The trade imbalance between the United States and China continues to soar. Calls for a trade deal from the corporate world are getting louder, while the public grows worried about foreign competition. Chinese officials complain about Western meddling, and ordinary American businesses are caught in the middle. The year is 1841, and John Tyler has just taken office as the tenth U.S. president, promising to pursue an agenda of “national greatness” at home and abroad.

President Donald Trump has blamed his recent predecessors for the current tensions with China, but many of the dynamics in today’s trade war have been at play for centuries. In fact, while Richard Nixon’s 1972 visit is often remembered as the moment that opened ties with China, America’s relationship with the country goes back to its founding—and it has always been one centered on trade.


Signed in 1844, the Treaty of Wanghia was the original U.S.-China trade deal. It formalized the burgeoning ties between the two countries, gave new rights to American merchants in China, and opened the door to new commercial and cultural exchanges. Elevating the status of the young republic on the world stage, the deal helped shape U.S. policy in Asia for years to come. It stands as a prime example of how America’s place in the world has often been defined by its role in global markets.
A Practical People

Until the 1840s, America didn’t have much of a policy toward the Chinese empire, leaving private merchants to their own affairs. Since the first commercial trip in 1784, the U.S. had quickly become the second main trading partner with China, after the United Kingdom. Traders were bringing back huge quantities of tea, which soared in popularity. Yet they struggled to find domestic products that the Canton merchants would take in exchange.

“One problem just arises again and again,” said John Haddad, a professor of American Studies at Penn State Harrisburg, in an interview. Haddad wrote a book on early U.S.-China relations entitled America’s First Adventure in China. “The United States and Europe want to buy Chinese products in large volumes and the Chinese do not have comparable demand for American and European goods.”

In the 1800s, traders sailed to the ends of the earth for exotic items, like tropical sea cucumbers, that might appeal to the Chinese consumer. Nothing matched the American thirst for tea. Today, with the trade deficit recently estimated at $54 billion, Americans are still buying more from China than they’re selling. “Now, it’s Nike sneakers and iPhones,” says Haddad.

Still, the trade imbalance has never stopped entrepreneurial Americans from doing business in China. Unlike the British, whose trade in China operated under the royal banner of the East India Company, American commerce was a private affair.

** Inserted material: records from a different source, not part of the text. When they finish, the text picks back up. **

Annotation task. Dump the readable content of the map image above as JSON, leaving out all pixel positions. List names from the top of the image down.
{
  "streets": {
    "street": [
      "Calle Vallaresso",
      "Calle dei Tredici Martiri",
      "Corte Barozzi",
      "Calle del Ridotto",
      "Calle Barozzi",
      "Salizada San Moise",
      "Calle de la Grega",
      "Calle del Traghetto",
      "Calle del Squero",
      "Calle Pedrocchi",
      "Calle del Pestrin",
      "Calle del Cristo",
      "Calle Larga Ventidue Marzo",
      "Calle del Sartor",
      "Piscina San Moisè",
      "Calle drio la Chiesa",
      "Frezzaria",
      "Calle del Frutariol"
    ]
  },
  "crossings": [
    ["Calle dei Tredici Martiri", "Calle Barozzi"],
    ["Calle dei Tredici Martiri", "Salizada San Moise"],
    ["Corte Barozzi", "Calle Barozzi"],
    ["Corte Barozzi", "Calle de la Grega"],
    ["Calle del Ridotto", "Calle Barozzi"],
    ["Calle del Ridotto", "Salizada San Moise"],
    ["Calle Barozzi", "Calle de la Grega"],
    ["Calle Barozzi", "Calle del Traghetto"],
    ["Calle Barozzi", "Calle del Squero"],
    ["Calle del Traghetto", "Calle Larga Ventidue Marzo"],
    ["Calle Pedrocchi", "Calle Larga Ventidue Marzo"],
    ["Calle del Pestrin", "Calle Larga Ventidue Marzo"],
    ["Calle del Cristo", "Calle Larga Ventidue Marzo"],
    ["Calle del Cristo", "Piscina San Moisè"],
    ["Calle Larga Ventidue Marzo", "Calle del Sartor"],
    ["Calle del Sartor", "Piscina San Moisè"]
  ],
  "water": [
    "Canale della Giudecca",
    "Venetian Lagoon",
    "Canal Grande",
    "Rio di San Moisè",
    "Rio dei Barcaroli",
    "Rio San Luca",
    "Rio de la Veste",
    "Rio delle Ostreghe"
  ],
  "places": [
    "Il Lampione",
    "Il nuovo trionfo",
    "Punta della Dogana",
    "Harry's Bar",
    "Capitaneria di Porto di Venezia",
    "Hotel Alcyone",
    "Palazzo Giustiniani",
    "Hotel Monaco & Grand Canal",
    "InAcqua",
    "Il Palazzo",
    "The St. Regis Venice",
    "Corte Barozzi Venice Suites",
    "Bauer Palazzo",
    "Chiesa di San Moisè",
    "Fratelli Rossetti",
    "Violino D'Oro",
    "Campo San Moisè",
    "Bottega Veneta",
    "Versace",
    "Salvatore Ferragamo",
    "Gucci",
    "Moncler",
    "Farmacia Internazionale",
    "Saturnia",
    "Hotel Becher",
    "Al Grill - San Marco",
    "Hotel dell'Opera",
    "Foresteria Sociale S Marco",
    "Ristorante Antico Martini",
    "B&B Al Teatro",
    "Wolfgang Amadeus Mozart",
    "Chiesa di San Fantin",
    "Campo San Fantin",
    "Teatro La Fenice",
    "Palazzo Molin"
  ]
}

That had some disadvantages, said Peter C. Perdue, a professor of history at Yale University, in an interview. While the British Crown was routinely bailing out bankrupt traders, U.S. merchants had to fend for themselves. But because it was a government enterprise, British trade in China became entangled in diplomatic disputes over opium and the supposed tyranny of the Chinese legal system.

“The Chinese got a much better impression of Americans than the British—you can do business with Americans, they’re practical people,” Perdue said. The memoirs of the day show young men from the American Northeast becoming virtually adopted by Chinese merchants, eager to help them make their fortunes.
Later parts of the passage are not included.